REQUIRED WORK => What you return should be the lines of the data containing "they", each in full.

Collected data entries:
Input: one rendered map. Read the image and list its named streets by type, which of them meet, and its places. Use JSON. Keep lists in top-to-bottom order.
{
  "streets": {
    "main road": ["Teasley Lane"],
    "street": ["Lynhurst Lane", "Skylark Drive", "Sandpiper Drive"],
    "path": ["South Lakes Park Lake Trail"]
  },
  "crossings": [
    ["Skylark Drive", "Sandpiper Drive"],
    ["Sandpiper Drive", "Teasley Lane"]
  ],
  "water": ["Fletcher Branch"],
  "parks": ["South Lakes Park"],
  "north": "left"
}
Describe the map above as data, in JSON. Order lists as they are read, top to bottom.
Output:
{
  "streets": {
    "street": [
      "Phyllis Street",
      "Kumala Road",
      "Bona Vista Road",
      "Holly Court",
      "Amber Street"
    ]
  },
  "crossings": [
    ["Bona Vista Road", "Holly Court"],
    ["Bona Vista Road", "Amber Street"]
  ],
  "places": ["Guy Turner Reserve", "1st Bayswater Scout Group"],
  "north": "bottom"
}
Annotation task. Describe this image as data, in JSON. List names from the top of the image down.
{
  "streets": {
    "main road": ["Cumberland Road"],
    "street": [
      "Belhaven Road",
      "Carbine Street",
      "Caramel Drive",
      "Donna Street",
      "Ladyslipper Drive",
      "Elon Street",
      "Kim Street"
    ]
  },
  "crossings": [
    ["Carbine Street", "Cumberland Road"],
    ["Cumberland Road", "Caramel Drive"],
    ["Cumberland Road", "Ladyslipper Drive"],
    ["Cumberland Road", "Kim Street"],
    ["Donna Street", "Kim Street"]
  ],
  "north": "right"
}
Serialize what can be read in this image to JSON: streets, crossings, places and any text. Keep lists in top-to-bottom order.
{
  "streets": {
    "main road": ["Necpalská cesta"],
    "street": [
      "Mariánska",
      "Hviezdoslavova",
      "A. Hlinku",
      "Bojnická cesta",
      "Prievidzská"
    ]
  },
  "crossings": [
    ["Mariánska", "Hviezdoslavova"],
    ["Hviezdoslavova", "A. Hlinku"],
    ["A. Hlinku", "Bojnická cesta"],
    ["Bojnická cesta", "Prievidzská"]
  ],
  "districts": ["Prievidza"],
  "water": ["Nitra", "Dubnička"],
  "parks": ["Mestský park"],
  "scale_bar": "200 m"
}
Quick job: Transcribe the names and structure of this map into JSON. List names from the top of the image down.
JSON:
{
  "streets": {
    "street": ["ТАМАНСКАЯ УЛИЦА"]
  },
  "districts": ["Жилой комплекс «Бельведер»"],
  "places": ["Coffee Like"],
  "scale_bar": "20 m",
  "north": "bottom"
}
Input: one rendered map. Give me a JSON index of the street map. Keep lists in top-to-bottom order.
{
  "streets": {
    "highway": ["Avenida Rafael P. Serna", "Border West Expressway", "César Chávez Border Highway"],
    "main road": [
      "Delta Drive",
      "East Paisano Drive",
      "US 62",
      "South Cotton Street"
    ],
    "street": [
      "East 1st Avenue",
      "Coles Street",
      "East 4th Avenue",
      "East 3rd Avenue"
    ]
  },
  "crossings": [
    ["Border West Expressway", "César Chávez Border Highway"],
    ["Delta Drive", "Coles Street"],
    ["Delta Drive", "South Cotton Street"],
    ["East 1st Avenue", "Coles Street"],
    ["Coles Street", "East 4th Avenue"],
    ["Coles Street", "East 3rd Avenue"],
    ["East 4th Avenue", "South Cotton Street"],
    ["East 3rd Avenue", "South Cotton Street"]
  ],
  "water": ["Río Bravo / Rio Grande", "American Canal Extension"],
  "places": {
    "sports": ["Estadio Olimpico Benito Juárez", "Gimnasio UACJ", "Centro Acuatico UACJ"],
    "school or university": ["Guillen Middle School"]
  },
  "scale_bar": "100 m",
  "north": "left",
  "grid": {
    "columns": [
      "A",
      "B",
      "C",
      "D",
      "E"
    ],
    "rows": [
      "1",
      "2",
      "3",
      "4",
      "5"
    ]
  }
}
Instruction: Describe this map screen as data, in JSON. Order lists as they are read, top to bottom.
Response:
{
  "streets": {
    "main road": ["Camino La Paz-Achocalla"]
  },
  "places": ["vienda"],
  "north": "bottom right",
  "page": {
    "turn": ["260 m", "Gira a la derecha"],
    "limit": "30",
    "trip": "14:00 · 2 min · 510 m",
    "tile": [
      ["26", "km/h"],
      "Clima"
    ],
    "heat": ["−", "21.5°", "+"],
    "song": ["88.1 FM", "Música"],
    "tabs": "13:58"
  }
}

RESPONSE =>
Describe the map above as data, in JSON. Order lists as they are read, top to bottom.
Instruction: Describe this map screen as data, in JSON. Order lists as they are read, top to bottom.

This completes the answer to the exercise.